§ Problem description
Please repeat the whole listing verbatim.

↓↓↓

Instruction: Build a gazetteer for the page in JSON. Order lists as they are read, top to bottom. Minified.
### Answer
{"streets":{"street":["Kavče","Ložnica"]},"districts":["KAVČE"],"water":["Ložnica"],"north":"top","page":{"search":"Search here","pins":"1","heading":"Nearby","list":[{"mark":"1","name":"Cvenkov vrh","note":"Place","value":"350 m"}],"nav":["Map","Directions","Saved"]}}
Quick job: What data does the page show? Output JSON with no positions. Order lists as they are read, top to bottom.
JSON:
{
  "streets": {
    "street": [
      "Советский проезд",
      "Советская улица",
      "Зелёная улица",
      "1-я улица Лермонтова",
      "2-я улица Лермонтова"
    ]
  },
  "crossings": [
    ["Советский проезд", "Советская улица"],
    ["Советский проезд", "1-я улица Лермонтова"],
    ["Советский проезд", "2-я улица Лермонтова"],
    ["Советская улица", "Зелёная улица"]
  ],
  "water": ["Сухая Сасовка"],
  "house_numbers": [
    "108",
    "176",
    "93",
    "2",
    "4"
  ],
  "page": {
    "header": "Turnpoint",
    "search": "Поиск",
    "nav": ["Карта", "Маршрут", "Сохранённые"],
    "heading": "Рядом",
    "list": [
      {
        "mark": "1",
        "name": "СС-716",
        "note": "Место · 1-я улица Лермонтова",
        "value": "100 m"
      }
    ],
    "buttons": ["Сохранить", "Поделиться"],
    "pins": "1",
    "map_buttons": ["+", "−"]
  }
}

↑↑↑

§ Answer for the task
Instruction: Build a gazetteer for the page in JSON. Order lists as they are read, top to bottom. Minified.
### Answer
{"streets":{"street":["Kavče","Ložnica"]},"districts":["KAVČE"],"water":["Ložnica"],"north":"top","page":{"search":"Search here","pins":"1","heading":"Nearby","list":[{"mark":"1","name":"Cvenkov vrh","note":"Place","value":"350 m"}],"nav":["Map","Directions","Saved"]}}
Quick job: What data does the page show? Output JSON with no positions. Order lists as they are read, top to bottom.
JSON:
{
  "streets": {
    "street": [
      "Советский проезд",
      "Советская улица",
      "Зелёная улица",
      "1-я улица Лермонтова",
      "2-я улица Лермонтова"
    ]
  },
  "crossings": [
    ["Советский проезд", "Советская улица"],
    ["Советский проезд", "1-я улица Лермонтова"],
    ["Советский проезд", "2-я улица Лермонтова"],
    ["Советская улица", "Зелёная улица"]
  ],
  "water": ["Сухая Сасовка"],
  "house_numbers": [
    "108",
    "176",
    "93",
    "2",
    "4"
  ],
  "page": {
    "header": "Turnpoint",
    "search": "Поиск",
    "nav": ["Карта", "Маршрут", "Сохранённые"],
    "heading": "Рядом",
    "list": [
      {
        "mark": "1",
        "name": "СС-716",
        "note": "Место · 1-я улица Лермонтова",
        "value": "100 m"
      }
    ],
    "buttons": ["Сохранить", "Поделиться"],
    "pins": "1",
    "map_buttons": ["+", "−"]
  }
}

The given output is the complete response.